- [WORK INSTRUCTION]: Look through the records below and copy each line that includes the word "linecap".

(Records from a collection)
Content starts

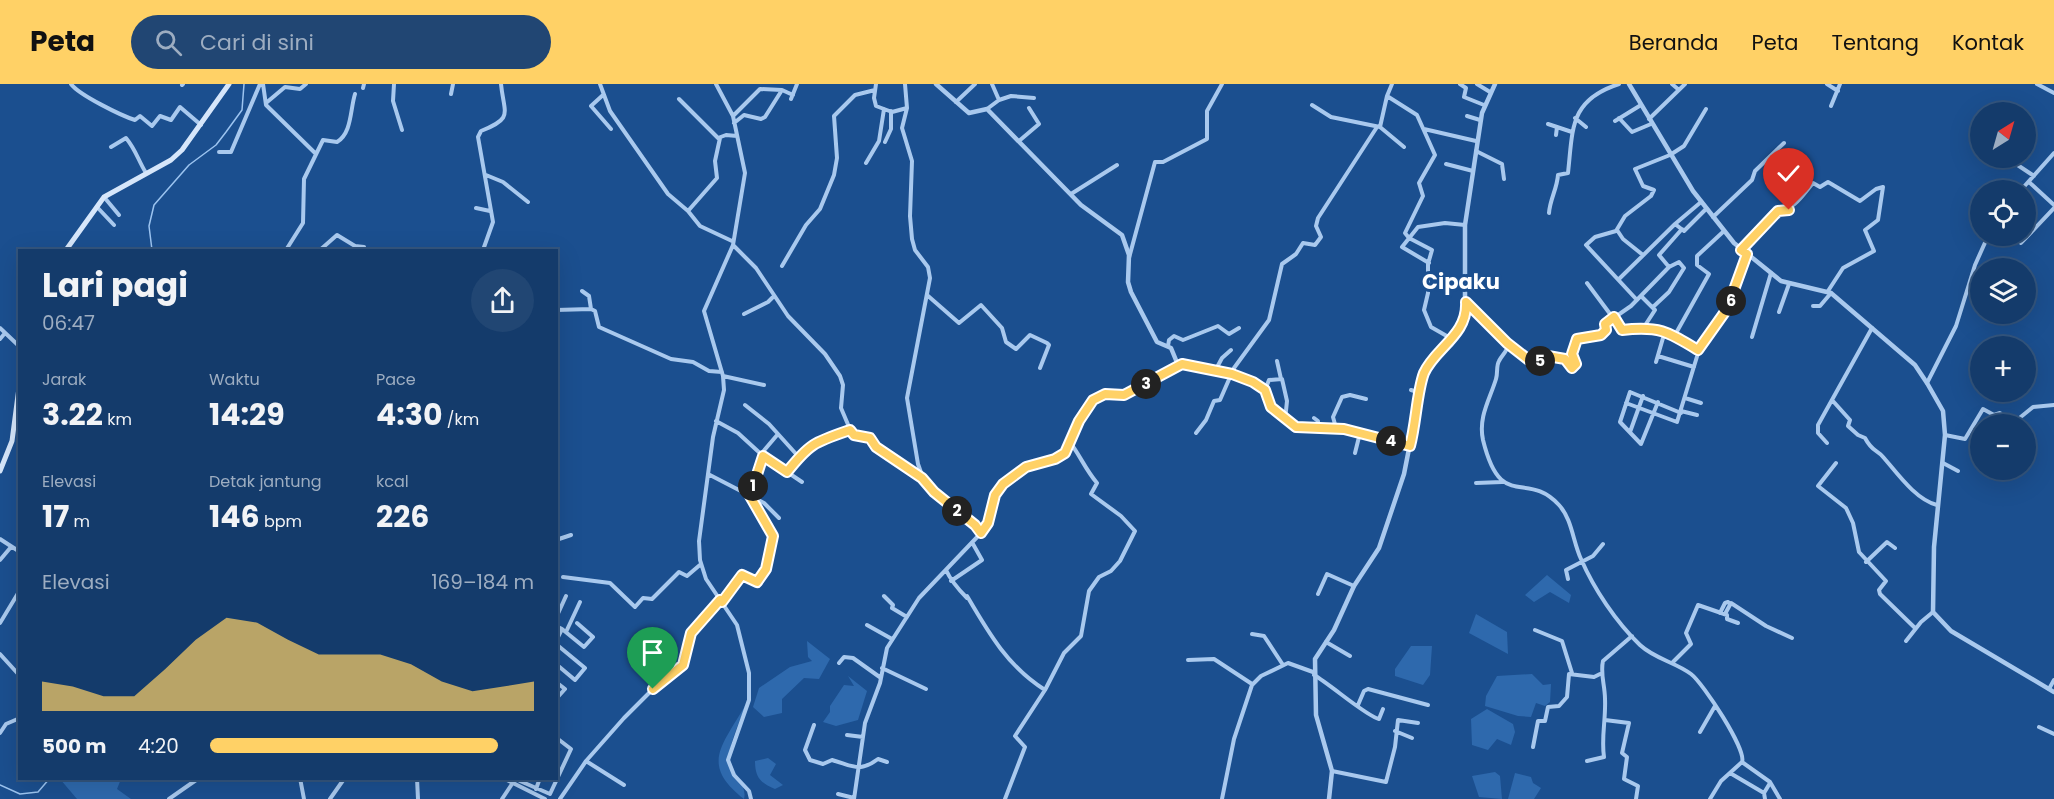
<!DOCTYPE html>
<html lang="id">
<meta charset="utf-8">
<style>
:root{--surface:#143b6b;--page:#214673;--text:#f1f3f6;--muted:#9dadc1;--line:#33557e;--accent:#ffd166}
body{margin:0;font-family:Poppins,sans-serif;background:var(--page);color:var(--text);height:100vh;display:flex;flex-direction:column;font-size:22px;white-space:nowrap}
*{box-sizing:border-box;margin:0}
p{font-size:20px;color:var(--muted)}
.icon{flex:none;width:33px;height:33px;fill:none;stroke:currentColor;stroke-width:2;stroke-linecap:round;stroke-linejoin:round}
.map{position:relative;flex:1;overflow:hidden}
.side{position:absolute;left:18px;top:165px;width:540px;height:531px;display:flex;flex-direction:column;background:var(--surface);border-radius:0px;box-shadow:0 6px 24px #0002,0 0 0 2px var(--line)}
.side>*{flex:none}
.needle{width:39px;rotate:37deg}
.tools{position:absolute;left:1970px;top:18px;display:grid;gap:12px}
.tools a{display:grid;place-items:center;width:66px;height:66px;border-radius:50%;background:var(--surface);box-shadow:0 6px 24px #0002,0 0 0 2px var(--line);font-size:30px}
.pin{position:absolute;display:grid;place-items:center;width:51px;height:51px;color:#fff;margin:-62px -26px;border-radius:50% 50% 50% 0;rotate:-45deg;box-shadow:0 0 6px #0007}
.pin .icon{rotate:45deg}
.km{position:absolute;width:30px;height:30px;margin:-15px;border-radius:50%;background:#222;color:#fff;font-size:16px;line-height:30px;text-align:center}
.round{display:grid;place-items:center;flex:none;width:63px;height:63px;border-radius:32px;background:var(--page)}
.overview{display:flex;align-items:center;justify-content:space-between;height:102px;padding:0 24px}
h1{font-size:33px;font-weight:700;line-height:45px}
.figures{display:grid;grid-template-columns:repeat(3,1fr);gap:9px;height:102px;padding:6px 24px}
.figures div{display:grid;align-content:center}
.figures b{font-size:30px;font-weight:700}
.figures small{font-size:16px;font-weight:400}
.figures p{font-size:16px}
.chart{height:168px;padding:12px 24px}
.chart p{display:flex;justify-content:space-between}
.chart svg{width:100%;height:108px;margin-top:6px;fill:var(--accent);opacity:.7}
ul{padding:0 24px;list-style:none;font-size:20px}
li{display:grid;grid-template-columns:96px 72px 1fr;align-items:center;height:45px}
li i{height:15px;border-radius:8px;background:var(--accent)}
header{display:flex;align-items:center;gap:36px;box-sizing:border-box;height:84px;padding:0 30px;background:var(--accent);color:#111}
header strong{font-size:28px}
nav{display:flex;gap:33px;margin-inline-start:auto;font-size:21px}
.search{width:420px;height:54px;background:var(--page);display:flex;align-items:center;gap:15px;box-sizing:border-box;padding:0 21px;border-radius:33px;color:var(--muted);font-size:22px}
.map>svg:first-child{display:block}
.green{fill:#2e69ad}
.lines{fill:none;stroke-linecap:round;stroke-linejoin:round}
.stream{stroke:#9cc4f0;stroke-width:1.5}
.minor{stroke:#a9c9ee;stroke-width:4}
.tertiary{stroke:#a9c9ee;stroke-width:4.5}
.secondary{stroke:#d6e6fa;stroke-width:5}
.route-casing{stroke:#fff;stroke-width:12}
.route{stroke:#ffd166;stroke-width:8}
.labels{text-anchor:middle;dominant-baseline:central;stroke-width:6;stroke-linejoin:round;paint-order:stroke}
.quarter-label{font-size:21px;font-weight:bold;fill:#fff;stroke:#1b4f8f}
</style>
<header>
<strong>Peta</strong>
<div class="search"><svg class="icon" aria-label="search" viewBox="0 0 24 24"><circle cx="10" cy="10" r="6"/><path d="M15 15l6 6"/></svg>Cari di sini</div>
<nav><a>Beranda</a><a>Peta</a><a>Tentang</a><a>Kontak</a></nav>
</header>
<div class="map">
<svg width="2054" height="715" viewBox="0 0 2054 715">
<rect width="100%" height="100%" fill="#1b4f8f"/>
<path class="green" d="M1547,491l24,20 -2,8 -19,-11 -16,10 -9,-7z
M1476,530l31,18 1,22 -39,-21z
M807,557l23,18 -11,20 -15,-1 -22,21v14l-18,4 -11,-10 6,-19 31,-21 22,-6 -4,-4z
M1411,562h21l-2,29 -7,10 -28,-9v-7z
M1532,590l11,11 8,-1 -1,18 -5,4 -9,-3 -5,14 -13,-1 -33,-10 1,-10 11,-20z
M848,592l19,15 -9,29 -22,6 -13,-4 7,-10v-6l14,-21 10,1z
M746,620c-5,15 -16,36 -16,51 -1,16 18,29 14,44 -45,-35 -21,-54 2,-95z
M1487,625l26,15 2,8 -4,13 -14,-6 -9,11 -16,-5 -1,-26z
M768,674l8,6 -6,11 13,10 -8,4c-14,-6 -20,-11 -20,-28z
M1495,688l5,4 2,23 -23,-2 -7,-21z
M1515,689l16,4 2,6 8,5 -7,11h-26z
M60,695h61l-4,10 14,10h-54z"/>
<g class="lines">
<path class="stream" d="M152,166l-3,-24 5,-21 35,-40 27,-20 10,-13 16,-22 2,-26
M0,701l20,9 18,-2 12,-14"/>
<path class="minor" d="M71,0c8,11 51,32 64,36l5,-4 12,10 8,-10 11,4 9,-13 21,18
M263,0l3,21 49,48
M394,0l-1,17 9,29
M600,0l10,27 58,83 20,17 12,15 32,15
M716,0l17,32 12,57 -12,72 -29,66 19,65 1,14 -11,47 -14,104 1,19 6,19 31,46 12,48v27l-21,60 6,15 15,16 2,8
M876,0l-2,14 2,8 16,6 15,-4
M1392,0l-5,12 30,19 18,40 -16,28 4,13 -18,37 4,5 23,12 -4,14v29l-4,17 7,17 21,12
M1460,0l6,4 -2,9 20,8
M1477,0l13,8
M1672,0l7,6
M1827,0l11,7
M2037,0l17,9
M182,1l1,-1
M363,4l1,-4
M451,10l2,-10
M603,11l-12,11 20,23
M679,15l39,39 8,-3 11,1
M791,15l6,-15
M999,16l12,-4 23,2
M956,18l19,-18
M266,19l19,-16 15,2 6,-5
M1312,21l19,12 49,10 7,-31
M1831,22l9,-22
M987,25l12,-9 -7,-16
M733,32l27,-27 22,1 11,5
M1467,32l13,4
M1575,34l11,9
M1619,34l13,14 19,-8
M1649,35l36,-35
M1615,37l26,-16
M734,39l10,-8 17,4 4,-2 17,-27
M1548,40l24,8
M1380,43l24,20
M1424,45l52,12
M1556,51l1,-8
M1019,57l20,-17 -10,-16
M885,58l6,-13v-18
M111,63l15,-9c10,12 12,22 20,35
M1476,67l26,13 2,15
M219,68h12l29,-68
M2007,74l27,18
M866,79l13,-22 5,-32
M1446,80l27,7
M486,91l17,7 25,20
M2029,98l25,23
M2021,106l33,-37
M1071,110l46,-29
M104,113l15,18
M97,123l17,18
M476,124l14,3
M688,127l29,-33 -2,-17 5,-23
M1549,129c1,-14 8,-24 9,-38l10,-2c5,-44 1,-73 51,-89
M1713,133l39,-37 3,-9 29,-28
M1675,140l26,-22
M1617,146l6,9 20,16
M2021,159l33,-35
M733,161l23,23 32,48 37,38 15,22 3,9 -2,23 11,26 19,5 5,8 46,30
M286,166l17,-27 1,-44 19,-39 14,2c15,-9 13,-32 18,-48
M320,166l17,-15 18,11 9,1
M483,166l10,-28 -15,-85 3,-6c33,-13 23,-17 20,-47
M1741,166l37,-39c17,-2 24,-15 35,-28l7,4 8,-5 32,19 16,-12 7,-2 -5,33 -13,10 9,21 -31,17 -15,23
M1129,174l26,-96h8l44,-23v-28l15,-27
M1429,179l-27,-16 16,-20 27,-4 20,2
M782,182l24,-41 14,-16 14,-34 3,-17 -3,-42 21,-21 20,-5
M1619,195l56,-55 9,7 22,-22
M1587,199l35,47c36,-5 45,2 77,20
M582,207l7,5 2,13 4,2 4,16 72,32 22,3 16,9 13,1
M927,211l32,28 22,-18 21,23 4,14 10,7 14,-14 17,8 2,2 -9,23
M1641,212l14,14 -11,17
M1637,216l-51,-55 9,-8 21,-6 9,-15 26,-20 3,-6 -11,-4 -8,-17 35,-14 14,-9 22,-37
M1466,218l42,43c-1,7 -6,10 -9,16 -3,5 -1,12 -3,18 -6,20 -18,38 -13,61 18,73 43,29 76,65 13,14 14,37 22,54 13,30 35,63 59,86 15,14 35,17 51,29 12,9 56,76 51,88l28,20 10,17
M1813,222h7l11,-13
M1653,223l16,-15 15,-24 -5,-6 -10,5
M556,226l35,-1
M1779,228l10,-28
M744,230l24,-12 6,-6
M0,244l20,19
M1675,251l34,-61 -12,-9v-9l27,-25
M1752,253l19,-64
M0,255l5,-6
M1508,259l25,21 14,-8 18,3 7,9 4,-4 -3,-11 4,-13 24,-5 6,-5 -2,-6 26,-18 38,-39 -10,-12 23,-26
M1168,262l1,-6 5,-4 9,4 35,-14 11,8 10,-6
M1658,272l36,11
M1277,277l4,18
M1656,278l7,-24
M1215,287l7,-13 9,-8
M723,292l41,9
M1927,299l29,-57 19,-61 13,-29
M1265,306l4,-10 13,-1 5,22 -2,19
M1411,306l10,3
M1685,314l16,5
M1832,316l18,20 -2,6 10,9 7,3c8,15 11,10 19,20 13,15 32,42 53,47
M1658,318l-17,42 -21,-22 10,-30 51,21
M1626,319l51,19 22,-72 28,-41 20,-55
M745,321l24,19 28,31 15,-12 38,-13
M1681,327l16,4
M1314,334l4,3v7
M716,337l22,12 24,22 40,27
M1336,344l-3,-11 9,-20 8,-2 16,4
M1630,348l13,-36
M1196,349l10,-13 8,-19 6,-1 14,-32 35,-48 13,-56 14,-10 7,-11 12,2 6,-8 -5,-11 2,-8 59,-91
M1945,351l20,4 18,-30 11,6 6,-2 11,8 6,-1 16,-13 21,-2
M1827,359l-9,-10v-8l54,-97
M1355,369l5,-20
M761,370l17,-20
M1836,379l-18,23 28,22 7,15 6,29 27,29 -7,9 1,4 35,34
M1943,379l15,8
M787,388l12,-17
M708,390l56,29 15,15
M1476,399l26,-1
M981,449c13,-13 9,-35 22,-49 21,-23 38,-14 57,-27 13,-9 19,-44 36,-59 9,-8 19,1 30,-4 18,-7 34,-20 52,-29
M0,455l20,13
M556,456l15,-5
M0,476l11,-13
M1866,478l21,-20 8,6
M946,486c5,11 13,20 21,28v-2c21,36 41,71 78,94
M563,493l47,6 25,24 8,-9 9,1 27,-27 8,4 14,-12
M1568,495l-2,-9 27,-14 10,-12
M951,497l31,-21 -9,-16
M1318,510l9,-20 27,12
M884,512l9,9 -1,3 15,9
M722,518l21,-28 14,8 9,-13 7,-33 -23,-40 13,-40
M1720,529l5,-10 3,-1
M1725,530l6,-11 35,23 26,12
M556,534l10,-22
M0,539l20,-33
M867,541l25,14
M556,542l6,3 -6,12
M562,545l22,18 9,-10 -16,-14
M1535,546l27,11 10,32
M566,548l14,-30
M1252,550l12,2 19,29
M1906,557l15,-19 12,-10
M1326,558l24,14
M556,560l29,24 -10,12 -19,-16
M0,570l20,22
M1188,576l26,-1 38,25
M1673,578l18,-18 -5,-11 12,-28 29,10v4l11,4
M839,579l5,-6 9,1 28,20
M882,584l44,21
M1314,591c16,9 52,41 65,44l4,-10
M556,598l9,7 -9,10
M2049,605l5,-9
M1358,621l6,-14 4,-2 60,16
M1605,636l24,3 -7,30 5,4 -3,22 14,7 -2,13
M814,641l-9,25 5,10 13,4 9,-4c21,6 27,13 46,-1l9,3
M2039,643l15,7
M1395,647l17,7
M1700,648l15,-26
M0,649l6,-9 14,-6
M847,651l16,2
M1533,663l5,-26h7l3,-14 11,-1 8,-9 2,-23 25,3 6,-3
M586,677l38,24
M1587,677l17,-4c-3,-19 2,-38 1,-58 0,-14 -5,-25 -2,-38l29,-25
M1332,687l54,11 9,-35 3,-27 20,3
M1730,689l34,20
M300,694l4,21
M417,694l1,21
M503,694l42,21
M520,697l30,13 21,-45 -13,-10 -2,3
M536,705l4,-11
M838,710l16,4
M169,715l30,-21
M330,715l14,-20
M502,715l10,-15
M560,715l26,-38 38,-43 29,-29 30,-24 8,-32 29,-33
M854,715l11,-76 15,-40 7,-35 32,-50 62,-65 -6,-8 -44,-36 -8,-11 -5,-14 -11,-66 23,-120 -2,-11 -13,-17 -3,-11 -2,-23 2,-55 -10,-33 5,-20 -2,-24
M1005,715l20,-52 -10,-11 30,-46 19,-37 17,-17 8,-45 10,-14 12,-6 9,-10 15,-30 -14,-15 -30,-22 6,-11c-12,-14 -17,-28 -28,-42
M1222,715l12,-60 18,-54 9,-9 27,-13 25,9
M1710,715l11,-18 21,-19
M1765,715l-1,-6 6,-10"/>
<path class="tertiary" d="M936,0l33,29 18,-4 94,96 41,30 7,20 -1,27 3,10 26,50 14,6 7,17h17l58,17 12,8 6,17 25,20 48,2 66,17
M1629,0l64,107 41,52 47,38 50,12 84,72 12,18 16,28 2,24 -11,112 -1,65 18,19 103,61
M1329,715l3,-28 -16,-56 -1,-56 19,-29 20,-44 25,-38 25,-74 20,-101 32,-39 9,-20v-89l17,-112 13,-29"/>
<path class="secondary" d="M66,166l38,-53 67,-37 11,-10 47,-66
M0,387l12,-30 8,-61"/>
</g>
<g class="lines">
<g class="route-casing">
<path id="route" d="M653,605l30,-24 8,-32 29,-33 2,2 20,-27 15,7 9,-13 7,-33 -23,-40 13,-40 24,16c23,-29 28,-30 63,-42l4,5 16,3 6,9 46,31 12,14 41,33 6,8 7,-10 7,-28 8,-11 23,-17 29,-8 10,-6 14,-32 14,-21 12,-6 19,1 58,-31 50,10 21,8 12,8 6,17 25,20 48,2 66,17c6,-22 7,-55 14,-73 11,-25 44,-38 42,-71l41,41 27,21 14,-8 17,3 7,9 4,-4 -4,-10 5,-15 24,-4 5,-5 -1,-6 9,-7 8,13c37,-4 45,1 76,20l29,-41 20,-55 -6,-4 37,-39 11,-1"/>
</g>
<use href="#route" class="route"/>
</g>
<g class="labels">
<g class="quarter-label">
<text x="1461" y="197">Cipaku</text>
</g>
</g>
</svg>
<div class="tools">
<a><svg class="needle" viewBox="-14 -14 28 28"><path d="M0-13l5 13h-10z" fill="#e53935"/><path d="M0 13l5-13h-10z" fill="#9dadc1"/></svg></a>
<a><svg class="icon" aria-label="locate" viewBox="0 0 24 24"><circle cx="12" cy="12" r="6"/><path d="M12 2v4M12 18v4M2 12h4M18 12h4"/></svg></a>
<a><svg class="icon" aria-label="layers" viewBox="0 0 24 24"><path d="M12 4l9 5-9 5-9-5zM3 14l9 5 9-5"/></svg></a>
<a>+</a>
<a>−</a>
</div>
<div class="pin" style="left:653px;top:605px;background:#1e9e55"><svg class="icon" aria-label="arrive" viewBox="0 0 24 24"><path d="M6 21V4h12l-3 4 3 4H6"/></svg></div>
<div class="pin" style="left:1789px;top:126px;background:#d93025"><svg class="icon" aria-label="check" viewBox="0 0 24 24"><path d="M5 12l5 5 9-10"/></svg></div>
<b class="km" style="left:753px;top:402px">1</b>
<b class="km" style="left:957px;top:427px">2</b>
<b class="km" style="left:1146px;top:300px">3</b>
<b class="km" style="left:1391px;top:357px">4</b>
<b class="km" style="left:1540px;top:277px">5</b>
<b class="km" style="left:1731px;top:217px">6</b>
<section class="side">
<div class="overview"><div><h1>Lari pagi</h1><p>06:47</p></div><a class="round"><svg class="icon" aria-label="share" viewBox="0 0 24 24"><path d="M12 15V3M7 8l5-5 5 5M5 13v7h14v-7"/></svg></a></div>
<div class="figures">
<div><p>Jarak</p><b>3.22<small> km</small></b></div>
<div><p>Waktu</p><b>14:29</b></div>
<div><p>Pace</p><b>4:30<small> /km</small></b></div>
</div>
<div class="figures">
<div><p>Elevasi</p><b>17<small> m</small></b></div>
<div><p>Detak jantung</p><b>146<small> bpm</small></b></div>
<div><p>kcal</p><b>226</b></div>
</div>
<div class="chart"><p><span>Elevasi</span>169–184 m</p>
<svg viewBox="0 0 160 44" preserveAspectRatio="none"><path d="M0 44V32L10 34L20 38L30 38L40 27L50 15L60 6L70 8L80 15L90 21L100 21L110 21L120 25L130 32L140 36L150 34L160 32V44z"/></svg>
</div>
<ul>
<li><b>500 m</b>4:20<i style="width:89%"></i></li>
</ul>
</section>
</div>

Content ends

- [WORKED SOLUTION]:
.icon{flex:none;width:33px;height:33px;fill:none;stroke:currentColor;stroke-width:2;stroke-linecap:round;stroke-linejoin:round}
.lines{fill:none;stroke-linecap:round;stroke-linejoin:round}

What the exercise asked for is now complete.